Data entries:
━━━━

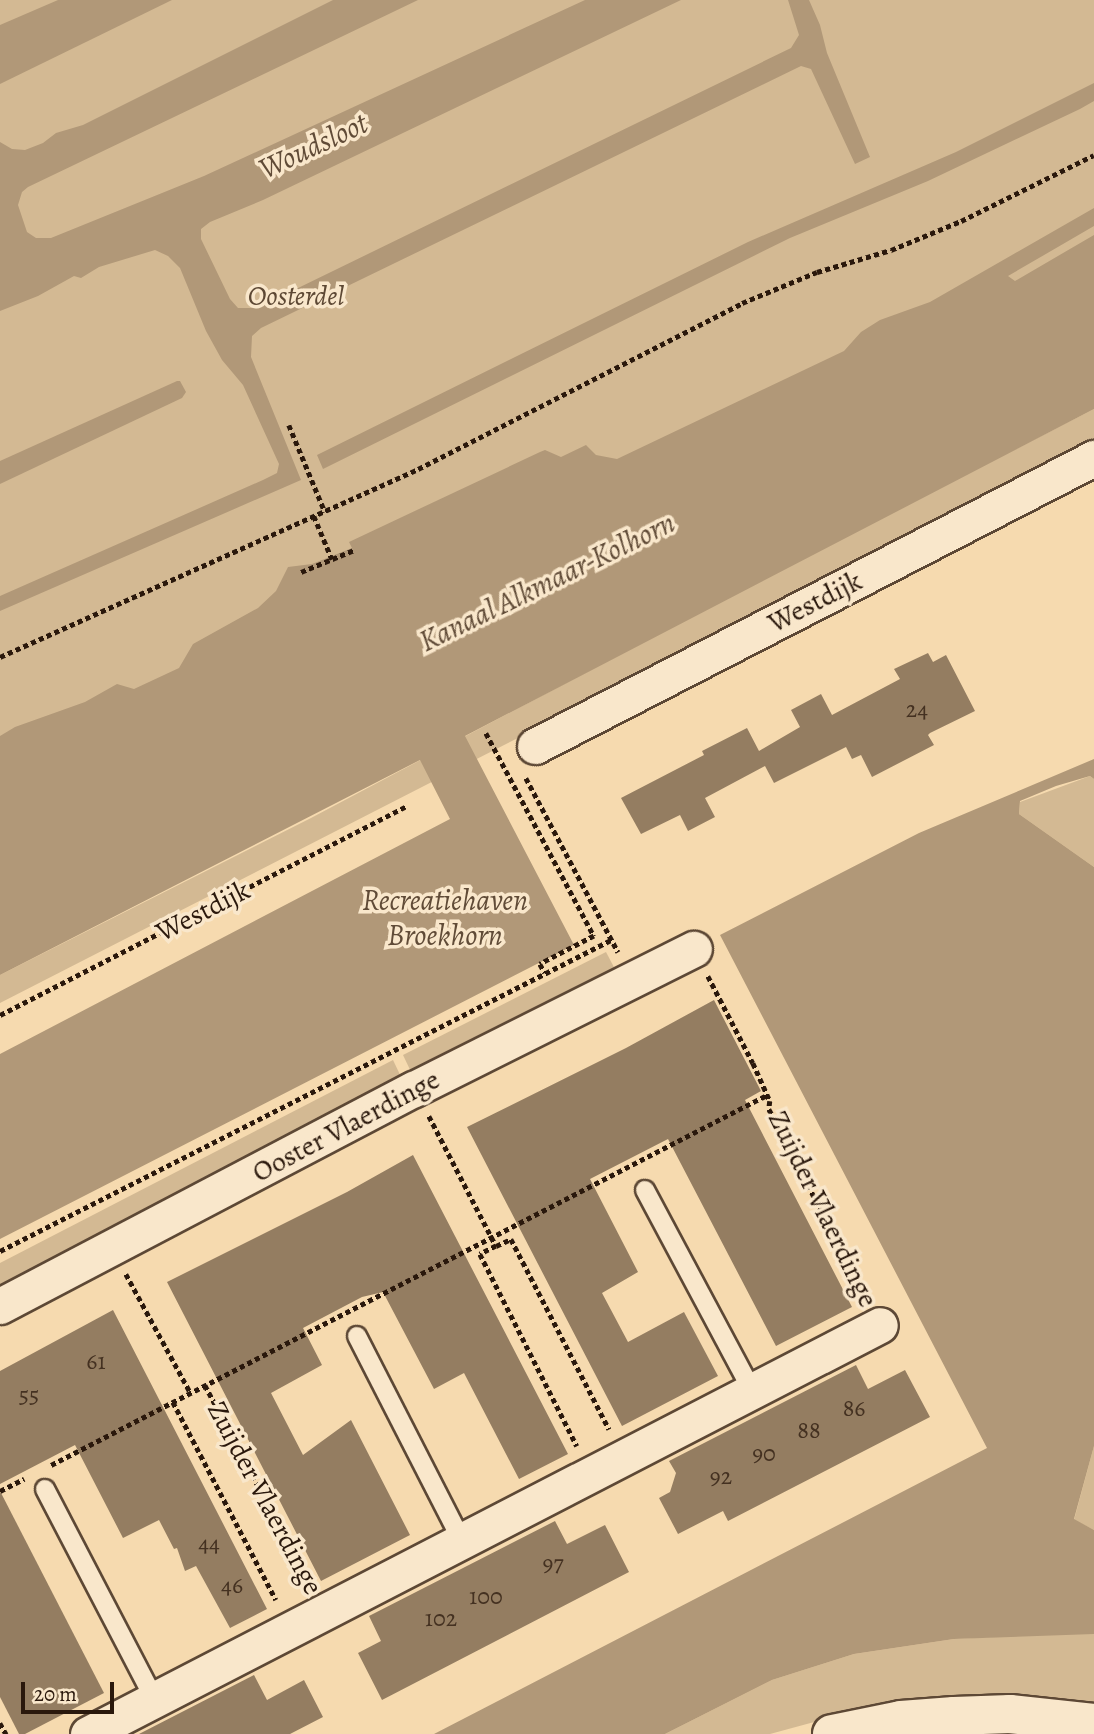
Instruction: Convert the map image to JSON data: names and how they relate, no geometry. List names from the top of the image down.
{
  "streets": {
    "street": ["Westdijk", "Ooster Vlaerdinge", "Zuijder Vlaerdinge"]
  },
  "crossings": [
    ["Westdijk", "Ooster Vlaerdinge"]
  ],
  "water": ["Woudsloot", "Kanaal Alkmaar-Kolhorn", "Recreatiehaven Broekhorn"],
  "parks": ["Oosterdel"],
  "house_numbers": [
    "24",
    "61",
    "55",
    "86",
    "88",
    "90",
    "92",
    "44",
    "97",
    "46",
    "100",
    "102"
  ],
  "scale_bar": "20 m"
}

━━━━

PROBLEM TO WORK ON: Nothing but the records above, retyped exactly and stripped of images, should appear in the answer.

SOLUTION TO THIS PROBLEM:
Instruction: Convert the map image to JSON data: names and how they relate, no geometry. List names from the top of the image down.
{
  "streets": {
    "street": ["Westdijk", "Ooster Vlaerdinge", "Zuijder Vlaerdinge"]
  },
  "crossings": [
    ["Westdijk", "Ooster Vlaerdinge"]
  ],
  "water": ["Woudsloot", "Kanaal Alkmaar-Kolhorn", "Recreatiehaven Broekhorn"],
  "parks": ["Oosterdel"],
  "house_numbers": [
    "24",
    "61",
    "55",
    "86",
    "88",
    "90",
    "92",
    "44",
    "97",
    "46",
    "100",
    "102"
  ],
  "scale_bar": "20 m"
}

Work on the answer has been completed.